Benazir`s role in struggle for democracy underlined
KARACHI, Jan 29 Paying tribute to slain former prime minister Benazir Bhutto, speakers at a memorial reference have observed that Ms Bhutto had a fair idea that what would happen to her but she returned here only for the sake of her country and sacrificed her life in the struggle for the people of Pakistan.
The speakers unanimously held that Ms Bhutto was the only leader who gave hope to the poor for a better tomorrow and paid the price for democracy.
The memorial reference was organised by the Pakistan People's Party (PPP) in a local hotel on Tuesday. The programme was attended by a large number of people, including diplomats.
Speaking on the occasion, PPP deputy secretary-general Raza Rabbani said the tragic incident of Dec 27 not only shook the world but also took away what he described as the linchpin of Pakistan's federation.
Rejecting a government-sponsored inquiry into the assassination of Ms Bhutto, Mr Rabbani said that only history would tell why she was assassinated. “Was she assassinated to destabilise Pakistan or to stop the march of democracy, or was it something to change the geography of Pakistan...only history will give answers to these questions.”

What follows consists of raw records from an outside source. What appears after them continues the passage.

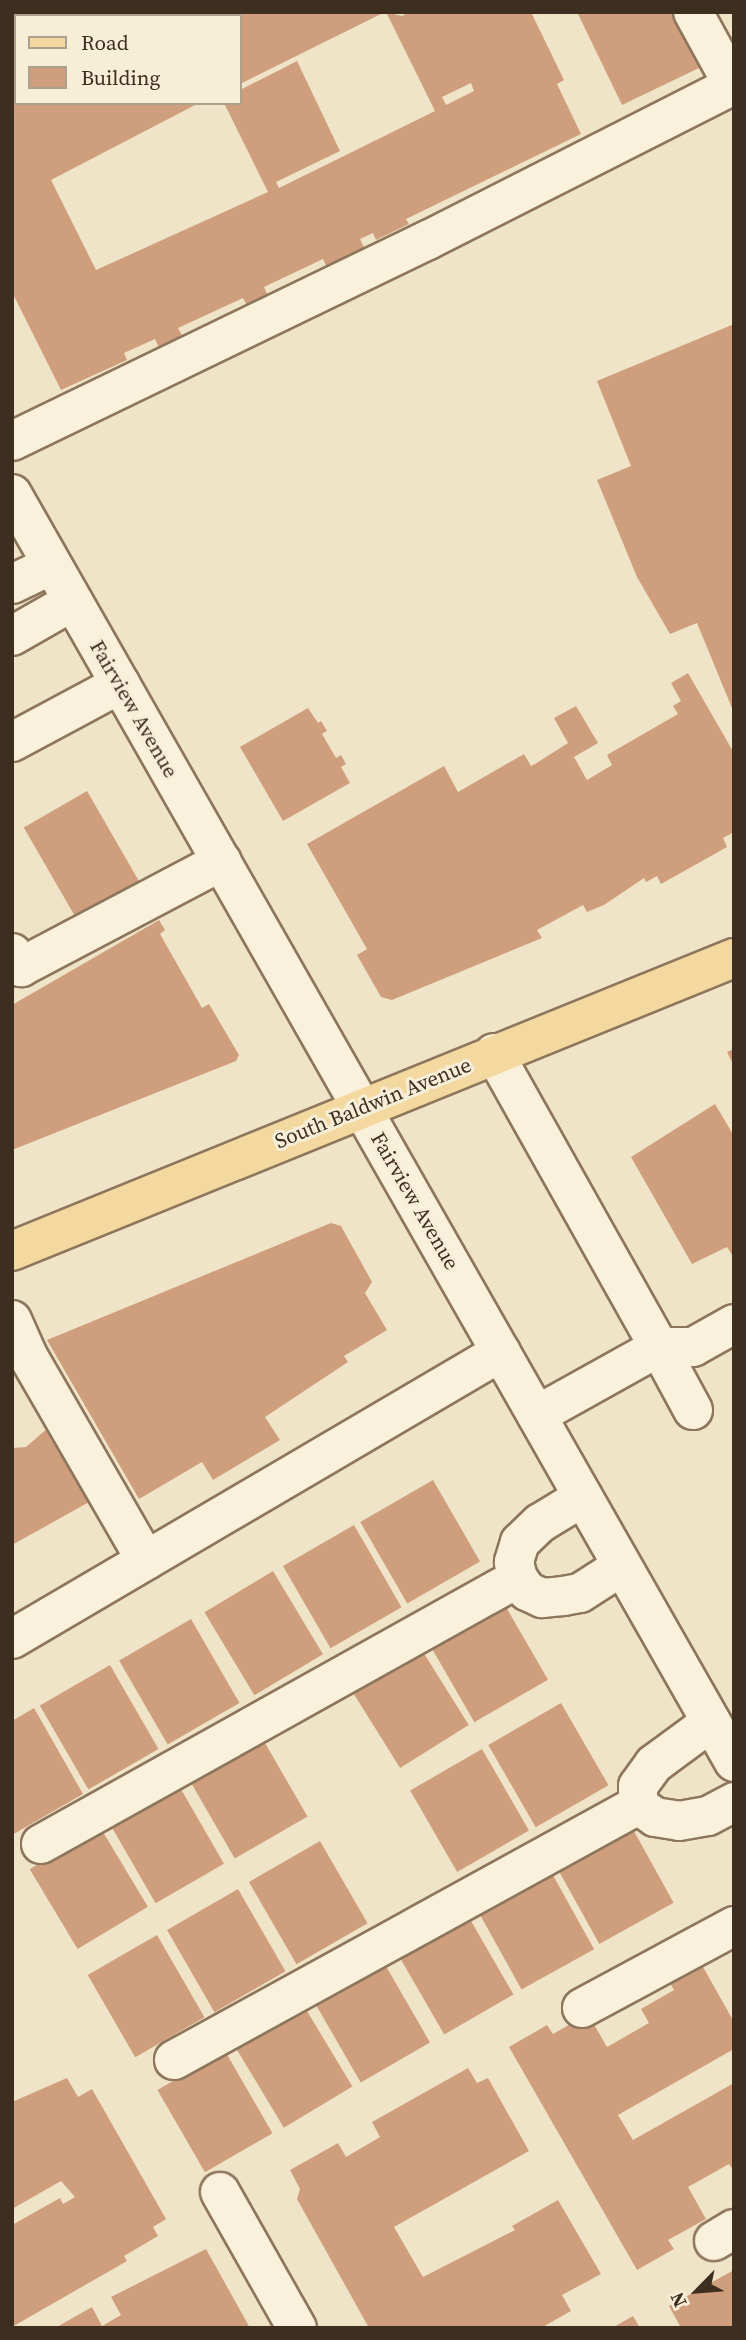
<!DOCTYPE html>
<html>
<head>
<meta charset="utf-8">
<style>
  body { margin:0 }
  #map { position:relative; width:746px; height:2340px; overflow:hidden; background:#f0e4c8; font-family:"Source Serif 4",serif }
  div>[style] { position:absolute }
  .building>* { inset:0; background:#cf9f7d; transform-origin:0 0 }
  .roads { filter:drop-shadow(2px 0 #8d765c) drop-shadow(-2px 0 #8d765c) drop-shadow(0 2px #8d765c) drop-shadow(0 -2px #8d765c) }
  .minor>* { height:38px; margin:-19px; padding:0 19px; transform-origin:19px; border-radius:19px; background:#faf1dc }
  .major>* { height:38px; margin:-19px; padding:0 19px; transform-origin:19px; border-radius:19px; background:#f3d9a0 }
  span { translate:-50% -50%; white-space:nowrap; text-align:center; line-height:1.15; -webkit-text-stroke:6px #f7eed8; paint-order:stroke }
  .street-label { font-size:21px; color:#3d2e20 }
  .frame { position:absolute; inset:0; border:14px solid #3d2e20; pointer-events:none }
  .legend { position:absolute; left:14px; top:14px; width:228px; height:91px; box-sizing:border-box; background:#f7eed8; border:2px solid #ada18e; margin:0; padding:9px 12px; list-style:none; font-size:21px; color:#3d2e20 }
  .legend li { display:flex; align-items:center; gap:14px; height:35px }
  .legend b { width:35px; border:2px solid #ada18e }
  .north { position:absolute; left:662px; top:2256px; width:70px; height:70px; -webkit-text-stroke:5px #f7eed8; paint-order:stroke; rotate:245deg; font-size:19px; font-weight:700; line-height:28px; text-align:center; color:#3d2e20 }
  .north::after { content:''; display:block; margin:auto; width:24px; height:32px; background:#3d2e20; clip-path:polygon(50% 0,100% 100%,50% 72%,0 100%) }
</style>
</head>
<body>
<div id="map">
  <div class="building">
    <div style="clip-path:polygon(12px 12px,93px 12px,16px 16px,12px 51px)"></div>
    <div style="clip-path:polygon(196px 12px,385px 12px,240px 84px,240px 16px,188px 16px)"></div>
    <div style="clip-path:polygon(evenodd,386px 12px,402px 16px,410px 12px,531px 12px,564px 80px,557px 84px,581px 134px,406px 219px,409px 224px,376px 240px,373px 233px,360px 239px,367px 254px,329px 272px,323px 259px,264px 287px,270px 300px,249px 309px,243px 298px,178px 328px,186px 343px,162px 354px,155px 339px,124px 353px,127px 360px,61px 390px,12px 292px,12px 85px,16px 84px,16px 103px,199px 103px,51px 180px,96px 270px,268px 192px,224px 103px,240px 103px,240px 90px,297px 61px,340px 151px,276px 182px,279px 188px,435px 111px,386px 12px,471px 83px,474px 91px,446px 105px,442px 97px,471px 83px)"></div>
    <div style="clip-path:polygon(577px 12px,672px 12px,699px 68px,622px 105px)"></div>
    <div style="clip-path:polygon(734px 324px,734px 713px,697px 623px,670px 634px,637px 577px,597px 480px,631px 466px,597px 381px)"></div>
    <div style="clip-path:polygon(688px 673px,734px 753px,734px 832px,723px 838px,727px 847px,661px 884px,657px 876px,646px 882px,644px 878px,604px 905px,587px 912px,583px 905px,537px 930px,542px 938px,392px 1000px,381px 997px,357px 955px,367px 949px,307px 844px,444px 766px,458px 792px,524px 754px,531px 766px,535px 764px,568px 743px,554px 718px,576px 706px,598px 743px,574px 757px,587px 780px,612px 765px,607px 755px,678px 714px,673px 706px,681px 701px,671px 683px)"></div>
    <div style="clip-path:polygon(308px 708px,318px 723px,321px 721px,327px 731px,322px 734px,336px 758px,341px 755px,346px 764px,341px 767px,350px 783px,283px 821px,240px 747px)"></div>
    <div style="left:87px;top:791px;width:111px;height:73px;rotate:60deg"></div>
    <div style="clip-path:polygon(159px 920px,165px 930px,160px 934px,202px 1008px,209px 1004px,239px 1055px,236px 1061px,12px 1150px,12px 1005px)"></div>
    <div style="clip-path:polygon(734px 1049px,734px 1066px,727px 1052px)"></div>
    <div style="clip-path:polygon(715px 1104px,734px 1136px,734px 1258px,727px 1247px,692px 1264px,631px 1157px)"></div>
    <div style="clip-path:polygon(331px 1223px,341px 1226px,372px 1282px,365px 1293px,387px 1330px,344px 1356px,348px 1362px,265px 1417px,280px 1440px,213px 1480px,202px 1462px,139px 1499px,47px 1340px)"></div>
    <div style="clip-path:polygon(49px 1427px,91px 1501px,12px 1545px,12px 1448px,26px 1447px)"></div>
    <div style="left:433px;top:1480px;width:94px;height:84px;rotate:60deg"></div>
    <div style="left:354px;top:1525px;width:95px;height:82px;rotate:60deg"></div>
    <div style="left:273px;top:1571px;width:97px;height:80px;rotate:59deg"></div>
    <div style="left:502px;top:1600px;width:92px;height:85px;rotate:60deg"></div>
    <div style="left:191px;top:1619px;width:97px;height:83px;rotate:60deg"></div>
    <div style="left:420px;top:1647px;width:92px;height:81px;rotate:58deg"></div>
    <div style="left:110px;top:1665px;width:97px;height:81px;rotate:60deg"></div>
    <div style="left:561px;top:1703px;width:95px;height:84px;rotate:60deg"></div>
    <div style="clip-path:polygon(34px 1708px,83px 1794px,12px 1835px,12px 1721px)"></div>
    <div style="left:261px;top:1736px;width:93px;height:84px;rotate:60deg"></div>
    <div style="left:482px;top:1749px;width:94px;height:83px;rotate:60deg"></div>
    <div style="left:178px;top:1784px;width:92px;height:79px;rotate:60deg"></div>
    <div style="left:630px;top:1824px;width:90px;height:85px;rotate:61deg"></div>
    <div style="left:100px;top:1827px;width:93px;height:82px;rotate:59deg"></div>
    <div style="left:320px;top:1841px;width:95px;height:82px;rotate:60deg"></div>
    <div style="left:549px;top:1868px;width:93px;height:83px;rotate:61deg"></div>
    <div style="left:238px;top:1889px;width:95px;height:82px;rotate:60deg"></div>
    <div style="left:467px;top:1914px;width:93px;height:80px;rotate:60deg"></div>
    <div style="left:157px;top:1935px;width:95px;height:80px;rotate:60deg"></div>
    <div style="clip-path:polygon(698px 1958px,734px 2022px,734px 2049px,618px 2115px,633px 2140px,734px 2083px,734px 2171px,729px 2164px,688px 2187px,706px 2219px,668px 2240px,674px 2249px,637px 2270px,509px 2047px,547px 2025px,553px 2034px,588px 2014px,607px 2047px,649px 2023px,641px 2009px,674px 1990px,666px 1976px)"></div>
    <div style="left:383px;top:1961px;width:94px;height:80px;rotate:60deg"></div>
    <div style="left:304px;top:2006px;width:94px;height:80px;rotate:59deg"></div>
    <div style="left:225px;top:2051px;width:95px;height:78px;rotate:60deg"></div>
    <div style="clip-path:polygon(468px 2068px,477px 2083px,488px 2078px,529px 2151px,394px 2227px,423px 2277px,515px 2230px,512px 2226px,558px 2200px,601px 2274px,562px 2295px,571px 2311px,541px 2328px,369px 2328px,297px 2199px,300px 2189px,290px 2170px,338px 2143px,346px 2157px,380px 2137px,372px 2122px)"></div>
    <div style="clip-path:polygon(67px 2078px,78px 2097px,92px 2089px,166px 2219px,153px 2227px,158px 2236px,124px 2256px,127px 2261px,12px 2327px,12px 2225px,60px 2198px,63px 2204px,75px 2197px,61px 2181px,12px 2209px,12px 2102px)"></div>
    <div style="clip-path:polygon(206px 2249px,250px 2328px,55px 2328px,92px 2307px,102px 2326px,121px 2315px,111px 2297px)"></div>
    <div style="clip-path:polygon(734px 2270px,734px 2328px,681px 2328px,669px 2306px)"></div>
    <div style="clip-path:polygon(633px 2316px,640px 2328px,612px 2328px)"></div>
  </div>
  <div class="roads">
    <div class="minor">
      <div style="left:693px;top:12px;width:83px;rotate:61.3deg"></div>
      <div style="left:140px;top:16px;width:9px;rotate:-27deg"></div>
      <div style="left:12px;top:77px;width:4px;rotate:-27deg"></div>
      <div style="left:12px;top:441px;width:462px;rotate:-25.8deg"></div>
      <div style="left:428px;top:240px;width:343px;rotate:-26.9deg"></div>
      <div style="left:12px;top:494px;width:1459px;rotate:60.34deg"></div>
      <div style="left:12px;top:584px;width:44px;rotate:-25.4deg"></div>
      <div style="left:12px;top:636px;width:70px;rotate:-29.8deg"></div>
      <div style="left:12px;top:742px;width:123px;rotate:-28.2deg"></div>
      <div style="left:12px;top:953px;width:17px;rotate:57deg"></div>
      <div style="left:21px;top:967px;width:227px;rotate:-27.8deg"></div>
      <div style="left:494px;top:1053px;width:337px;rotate:60.7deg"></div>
      <div style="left:659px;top:1347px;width:140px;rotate:150.9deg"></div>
      <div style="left:12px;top:1320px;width:39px;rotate:66deg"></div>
      <div style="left:28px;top:1356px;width:236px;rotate:60deg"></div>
      <div style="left:693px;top:1410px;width:72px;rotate:-118.4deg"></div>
      <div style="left:659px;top:1347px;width:34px"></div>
      <div style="left:693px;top:1347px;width:47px;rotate:-29.3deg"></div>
      <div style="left:583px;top:1497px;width:50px;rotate:148.8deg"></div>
      <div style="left:540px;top:1523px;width:28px;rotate:136deg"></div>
      <div style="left:520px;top:1542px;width:21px;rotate:107deg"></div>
      <div style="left:514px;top:1562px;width:16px;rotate:76deg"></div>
      <div style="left:518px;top:1578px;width:16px;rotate:55deg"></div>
      <div style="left:527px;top:1591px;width:17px;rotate:25deg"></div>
      <div style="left:542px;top:1598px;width:21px;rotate:-5deg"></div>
      <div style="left:563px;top:1596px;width:17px;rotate:-10deg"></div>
      <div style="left:580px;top:1593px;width:50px;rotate:-32.7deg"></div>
      <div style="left:12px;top:1639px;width:567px;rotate:-30.41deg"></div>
      <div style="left:711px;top:1722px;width:71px;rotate:143.6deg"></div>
      <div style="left:654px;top:1764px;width:27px;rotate:126deg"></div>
      <div style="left:638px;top:1786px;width:19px;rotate:90deg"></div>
      <div style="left:638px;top:1805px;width:21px;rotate:35deg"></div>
      <div style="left:655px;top:1817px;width:24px;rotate:9deg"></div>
      <div style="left:679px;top:1821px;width:29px;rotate:-10deg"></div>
      <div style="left:708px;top:1816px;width:30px;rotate:-28deg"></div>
      <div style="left:41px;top:1844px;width:546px;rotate:-29.15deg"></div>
      <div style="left:582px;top:2008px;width:173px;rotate:-28.3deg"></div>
      <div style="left:174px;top:2060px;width:529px;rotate:-28.79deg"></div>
      <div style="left:220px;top:2192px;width:156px;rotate:60.5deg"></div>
      <div style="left:714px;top:2241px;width:23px;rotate:-31deg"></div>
    </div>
    <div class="major">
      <div style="left:12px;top:1251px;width:779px;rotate:-22.09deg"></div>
    </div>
  </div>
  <div class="street-label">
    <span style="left:134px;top:709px;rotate:60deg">Fairview Avenue</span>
    <span style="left:373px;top:1103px;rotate:-22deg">South Baldwin Avenue</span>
    <span style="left:415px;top:1201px;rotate:60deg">Fairview Avenue</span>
  </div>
  <div class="frame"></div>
  <ul class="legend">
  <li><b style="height:9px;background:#f3d9a0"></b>Road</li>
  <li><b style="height:19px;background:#cf9f7d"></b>Building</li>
  </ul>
  <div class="north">N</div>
</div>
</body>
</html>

He said Ms Bhutto died among poor, oppressed people of Pakistan and in the arms of her political workers who, after her assassination, asked who would now raise a voice for their rights.
Mr Rabbani said Ms Bhutto had a dream and she wanted to see Pakistan under a true parliamentary system, where the judiciary and the media were free, and economic growth benefited the elite only.
“She was perhaps aware of it before her last journey but she followed in the footsteps of her Shaheed father. She paid the price for her struggle for democracy,” he said.
The secretary-general of the Human Rights Commission of Pakistan, Iqbal Haider, said Pakistan needed Ms Bhutto very badly because the country was threatened both from within as well as from outside. “She was the only hope for the integrity of Pakistan and the elimination of extremism, and was the only hope for building a real modern and enlightened society.”
He said that the real assassins of Ms Bhutto were the ones she had named in an email message to Mark Siegel.
PPP information secretary Sherry Rehman said that Ms Bhutto's power base were the people of Pakistan and she could invoke the kind of passions in the street no other politician, except her father, could. “The problem for her enemies is that by eliminating her they have made her bigger and more relevant than she was in her life.”
“Ms Bhutto stood for an element critical to her times. She was the only leader who saw that if we don't step in the way, the fires of extremism will engulf Pakistan. She was the only leader who owned the battle against religious orthodoxy and militancy as Pakistan's internal challenge,” she added.
Ali Dayan Hasan of the Human Rights Watch, senior journalists Shamim-ur-Rahman, Najam Sethi, Mahmood Sham, and Justice (retd) Majida Rizvi also spoke.
At the end of the programme, a three-minute short documentary titled 'Mein beti hoon Zulfikar ki' (I am the daughter of Zulfikar) was screened.